Method for Fusing Predictor Levels with Application to Insurance Data
Abstract
The aim of this thesis is to determine whether the prediction accuracy of a model can be
improved by using a data-driven method to bin continuous variables and group the levels of
categorical variables. We use data on the policyholders of one of Gjensidige's insurance
products to perform our analysis, and specifically aim to improve Gjensidige's Poisson
regression model for predicting claim frequency, where the predictors are binned and
grouped manually today.
We analyze the effect of using a regularization framework that combines the Lasso method
and generalizations of the method that have been adapted to nominal and ordinal predictors.
These generalizations constrain coefficients and the differences between them, effectively
fusing and selecting predictor levels. By optimizing the resulting objective function in R
using the newly developed smurf package (Reynkens, Devriendt & Antonio, 2018), we
estimate a penalized Poisson regression model.

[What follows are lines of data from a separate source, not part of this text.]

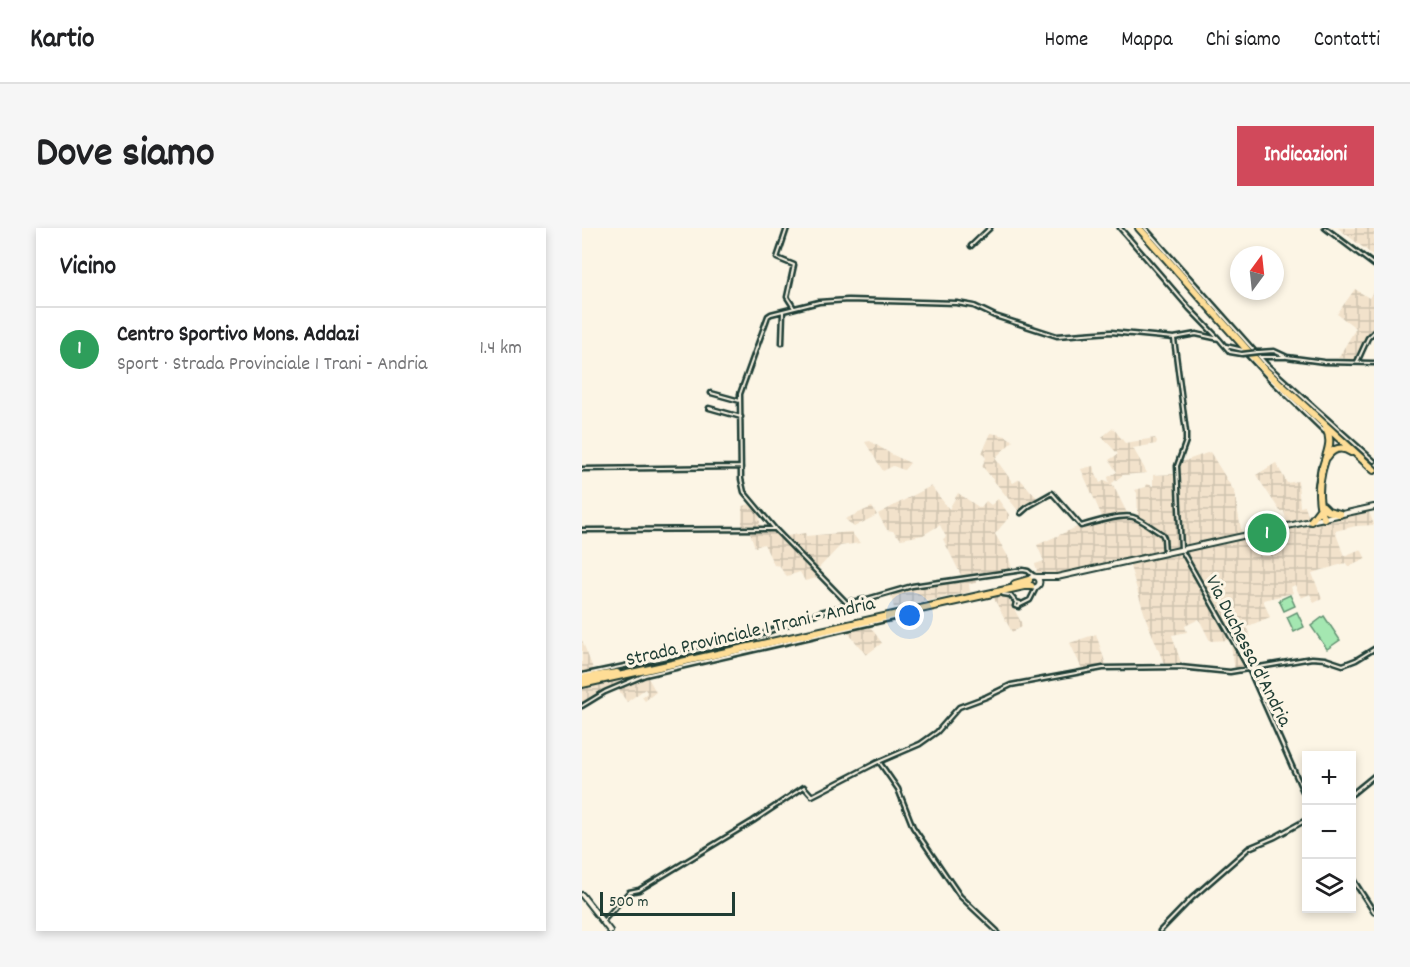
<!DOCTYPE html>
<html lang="it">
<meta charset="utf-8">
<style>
body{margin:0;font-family:Dekko,sans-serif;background:#f6f6f6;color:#202124}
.controls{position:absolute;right:18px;bottom:18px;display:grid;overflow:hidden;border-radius:0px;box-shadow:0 3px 9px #0003}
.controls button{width:54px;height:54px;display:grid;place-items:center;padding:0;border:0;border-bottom:2px solid #e0e0e0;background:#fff;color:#202124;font:30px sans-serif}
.compass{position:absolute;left:648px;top:18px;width:54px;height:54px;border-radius:50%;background:#fff;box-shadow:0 3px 9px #0003;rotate:15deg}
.scale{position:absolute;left:18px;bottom:15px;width:135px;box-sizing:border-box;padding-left:6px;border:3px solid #1f3d34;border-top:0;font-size:16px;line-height:21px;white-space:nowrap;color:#1f3d34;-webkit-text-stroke:4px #fcf5e5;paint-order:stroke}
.you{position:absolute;left:328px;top:388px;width:21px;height:21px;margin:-15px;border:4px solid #fff;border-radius:50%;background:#1a73e8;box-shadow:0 0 0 9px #1a73e833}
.badge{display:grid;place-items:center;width:39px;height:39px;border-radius:50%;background:#d1495b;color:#fff;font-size:20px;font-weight:700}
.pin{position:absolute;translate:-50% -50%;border:3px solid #fff;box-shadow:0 2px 6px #0006}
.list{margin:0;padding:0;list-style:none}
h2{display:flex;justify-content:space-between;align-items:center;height:78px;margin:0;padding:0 24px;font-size:26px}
h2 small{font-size:20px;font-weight:400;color:#757577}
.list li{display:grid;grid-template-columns:39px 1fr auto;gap:18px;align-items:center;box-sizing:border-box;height:84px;padding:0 24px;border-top:2px solid #e0e0e0}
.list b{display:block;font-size:22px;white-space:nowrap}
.list p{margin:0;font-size:20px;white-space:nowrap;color:#757577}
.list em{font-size:20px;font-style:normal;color:#757577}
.icon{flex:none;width:33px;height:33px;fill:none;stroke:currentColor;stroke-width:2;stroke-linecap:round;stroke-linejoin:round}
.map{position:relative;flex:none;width:792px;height:703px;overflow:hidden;border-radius:0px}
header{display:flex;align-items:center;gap:36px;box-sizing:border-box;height:84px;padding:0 30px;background:#fff;border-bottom:2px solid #e0e0e0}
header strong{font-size:28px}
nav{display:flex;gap:33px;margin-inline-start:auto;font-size:21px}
.intro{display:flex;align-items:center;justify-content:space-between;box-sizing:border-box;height:144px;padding:0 36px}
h1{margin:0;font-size:42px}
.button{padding:15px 27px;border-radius:0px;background:#d1495b;color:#fff;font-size:21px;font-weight:700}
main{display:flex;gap:36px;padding:0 36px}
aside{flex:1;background:#fff;border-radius:0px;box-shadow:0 3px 9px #0003}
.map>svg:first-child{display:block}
.industrial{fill:url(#industrial-grid)}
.green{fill:#a4e7b1;stroke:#629272;stroke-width:1.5}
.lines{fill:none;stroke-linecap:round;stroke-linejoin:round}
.minor-casing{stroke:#1f3d34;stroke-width:7}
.tertiary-casing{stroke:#1f3d34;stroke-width:8}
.secondary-casing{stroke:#1f3d34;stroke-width:8}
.trunk-casing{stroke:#1f3d34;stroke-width:10}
.minor{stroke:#fcf5e5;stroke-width:2}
.tertiary{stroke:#fcf5e5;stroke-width:4}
.secondary{stroke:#fcf5e5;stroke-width:4}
.trunk{stroke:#fedd96;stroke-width:6}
.rail{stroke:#1f3d34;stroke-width:1.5}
.minor-bridge-casing{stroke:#1f3d34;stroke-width:7;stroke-linecap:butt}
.minor-bridge{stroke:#fcf5e5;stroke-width:2}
.labels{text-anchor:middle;stroke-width:6;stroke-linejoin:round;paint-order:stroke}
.street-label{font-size:20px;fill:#1f3d34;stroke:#fcf5e5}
</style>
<header>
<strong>Kartio</strong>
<nav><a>Home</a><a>Mappa</a><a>Chi siamo</a><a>Contatti</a></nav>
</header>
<div class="intro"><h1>Dove siamo</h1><a class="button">Indicazioni</a></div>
<main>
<aside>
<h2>Vicino<small></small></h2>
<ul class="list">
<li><span class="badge" style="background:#2e9e5b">1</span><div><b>Centro Sportivo Mons. Addazi</b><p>Sport · Strada Provinciale 1 Trani - Andria</p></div><em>1.4 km</em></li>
</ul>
</aside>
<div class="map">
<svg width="792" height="703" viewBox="0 0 792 703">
<defs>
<pattern id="industrial-grid" width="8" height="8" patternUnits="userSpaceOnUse" patternTransform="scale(1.5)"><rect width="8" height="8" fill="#f2e2cb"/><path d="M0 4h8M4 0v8" fill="none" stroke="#cfc3af"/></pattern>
</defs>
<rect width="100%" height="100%" fill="#fcf5e5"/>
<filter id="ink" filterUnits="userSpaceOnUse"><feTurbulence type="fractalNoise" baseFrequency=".0167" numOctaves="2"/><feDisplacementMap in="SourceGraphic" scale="12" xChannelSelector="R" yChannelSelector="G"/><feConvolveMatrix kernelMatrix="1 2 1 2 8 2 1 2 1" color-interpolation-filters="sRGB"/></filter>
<g filter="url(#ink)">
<path class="industrial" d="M756 0H792V28L761 4Z
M773 61 787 70 792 63V111L785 107 775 132 756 130 774 100 755 86Z
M531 200 543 215 573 210 575 213 574 216 551 220 565 245 541 247 530 255 546 287 556 290 555 265 553 262 564 259 565 256 571 258V247L593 246 594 236 628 224 652 263 660 306 706 299 702 283H698L674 247 694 235 705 255 716 253 718 279 723 278 728 294 786 281 792 297 774 298 753 303 762 328 779 321 784 331 766 339 764 335 730 345 740 371 732 375 728 366 719 370 713 357 709 359 711 365 681 372 688 389 664 399 669 409 662 412 672 438 653 442 648 412 628 413 617 391 603 398 605 404 590 407 600 438H583L564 391 546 332 469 347 459 348 453 344 455 342 453 336 462 333 455 317 495 299 522 293 499 241 511 238 518 255 523 252 527 254 526 249 535 244 527 232 536 226 520 209Z
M409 205 424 208 431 213 413 230 431 255 438 251 456 271 438 285 400 238 404 230 400 225Z
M288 213 309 226 328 235 322 242 311 238 301 243 283 214Z
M349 258 367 281 376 265 398 280 404 273 409 277 416 271 428 288 413 306 427 330 430 341 379 347 361 311 364 309 358 297 341 307 319 311 311 303 305 302 296 286Z
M172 275 176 280 179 301 191 302 199 309 223 305 224 308 269 304 278 315 258 318 234 343 239 349 223 353 218 344 205 348 201 344 198 338 192 337 182 316 173 319 166 299H160V278Z
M290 279 295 287 272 299 263 291Z
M393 349 394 355 387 356 388 364 312 380 308 364Z
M419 368 426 369 439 394 440 399 430 404 411 369Z
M287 397 300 415 284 427 264 402Z
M514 406 524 437 500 441 488 415Z
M0 412 12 443 0 446Z
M65 448 74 464 63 473 60 469 65 465 63 461 45 474 35 460Z
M37 452 38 454 0 477V460Z"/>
<path class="green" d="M708 367 713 378 702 383 697 372Z
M715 384 722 399 712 404 705 389Z
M742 388 758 412 745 421 729 398Z"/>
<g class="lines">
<defs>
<path id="minor" d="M205 0 195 30 212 37 205 69 212 80
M538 0 607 80 636 110
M563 0 684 136 792 233
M743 0 792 37
M389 18 408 0
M592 111 604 204V213L595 238 599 321 667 441 724 570
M200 115 201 84
M644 118 661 122 689 152 742 203
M677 124 692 123 705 129 742 134 792 135
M678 129H703
M775 134 786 110 792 104
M129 165 158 173
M127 180 159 189
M0 241 159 239
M735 260 738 240
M439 285 447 278 470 265 499 298C509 295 541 286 551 289 561 292 571 301 580 306L582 310 583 325
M193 301 162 264 159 251 158 166 186 88 189 86 237 74 266 72 375 75 392 78 413 88 475 108 529 104 592 110 614 106 637 111 648 124 660 126
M0 302 193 301 266 376
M421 366 428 367 434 374
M269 373 271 376 268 379 266 376Z
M269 374 285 371 330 358 441 342 446 343 453 349
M434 374 438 375 437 379 433 378Z
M438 377 448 372 455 358
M0 447 161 413 239 384 266 377
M0 478 23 464 63 447 325 387
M298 535 316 561 331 599 378 668 415 703
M770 566 792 548
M770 650 792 684
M22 692 47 664 57 662 171 593 222 559 230 568 294 535 338 516 355 504 377 479 404 469 429 457 521 440 598 439 648 444 730 430 743 431 761 437 774 432 792 421
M578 703 610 670 667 620 693 609 724 592"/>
<path id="tertiary" d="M0 667 28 703"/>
<path id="secondary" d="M446.5 354a5.5 5.5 0 1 1 11 0a5.5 5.5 0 1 1-11 0Z
M454 349H475L792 279"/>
<path id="trunk" d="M557 0 683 142 792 242
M745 229C751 220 760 218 769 224
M741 278 746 283 758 286
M742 290C736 279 736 259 739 247 741 232 753 215 744 201
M729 293 739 280
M433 356 447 352
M0 450 35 445
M0 456 442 358H449"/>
</defs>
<use href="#minor" class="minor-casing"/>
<use href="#tertiary" class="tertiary-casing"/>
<use href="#secondary" class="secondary-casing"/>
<use href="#trunk" class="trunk-casing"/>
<use href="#minor" class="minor"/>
<use href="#tertiary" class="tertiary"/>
<use href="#secondary" class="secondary"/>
<use href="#trunk" class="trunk"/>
<path class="rail" d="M748 0 792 33"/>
<defs>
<path id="minor-bridge" d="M660 126 677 124"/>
</defs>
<use href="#minor-bridge" class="minor-bridge-casing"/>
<use href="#minor-bridge" class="minor-bridge"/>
</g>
</g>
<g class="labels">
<g class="street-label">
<text transform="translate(168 402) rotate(-13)" y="7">Strada Provinciale 1 Trani - Andria</text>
<text transform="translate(668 422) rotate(63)" y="7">Via Duchessa d'Andria</text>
</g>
</g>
</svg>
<div class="controls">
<button>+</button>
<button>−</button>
<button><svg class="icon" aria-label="layers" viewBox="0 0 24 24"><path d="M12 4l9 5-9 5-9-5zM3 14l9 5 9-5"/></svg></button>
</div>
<svg class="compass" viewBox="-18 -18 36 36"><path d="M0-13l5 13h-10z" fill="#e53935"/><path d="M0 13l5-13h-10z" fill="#757577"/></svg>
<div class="scale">500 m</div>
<div class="you"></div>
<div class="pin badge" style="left:685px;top:305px;background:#2e9e5b">1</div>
</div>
</main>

We reestimate a Poisson regression model using the selected and fused predictor levels as
input in order to reduce the bias of the estimates. The resulting model is compared with the
model Gjensidige currently uses for predicting claim frequency, to determine the effect of
using the data-driven approach. We validate the performance of the prediction models using
MSE and AIC as performance measures and find that our reestimated model performs
slightly better in terms of prediction accuracy, in addition to reducing the number of
parameters used in the model. We conclude that regularization can be used as a data-driven
method of binning and grouping predictor levels to improve prediction accuracy.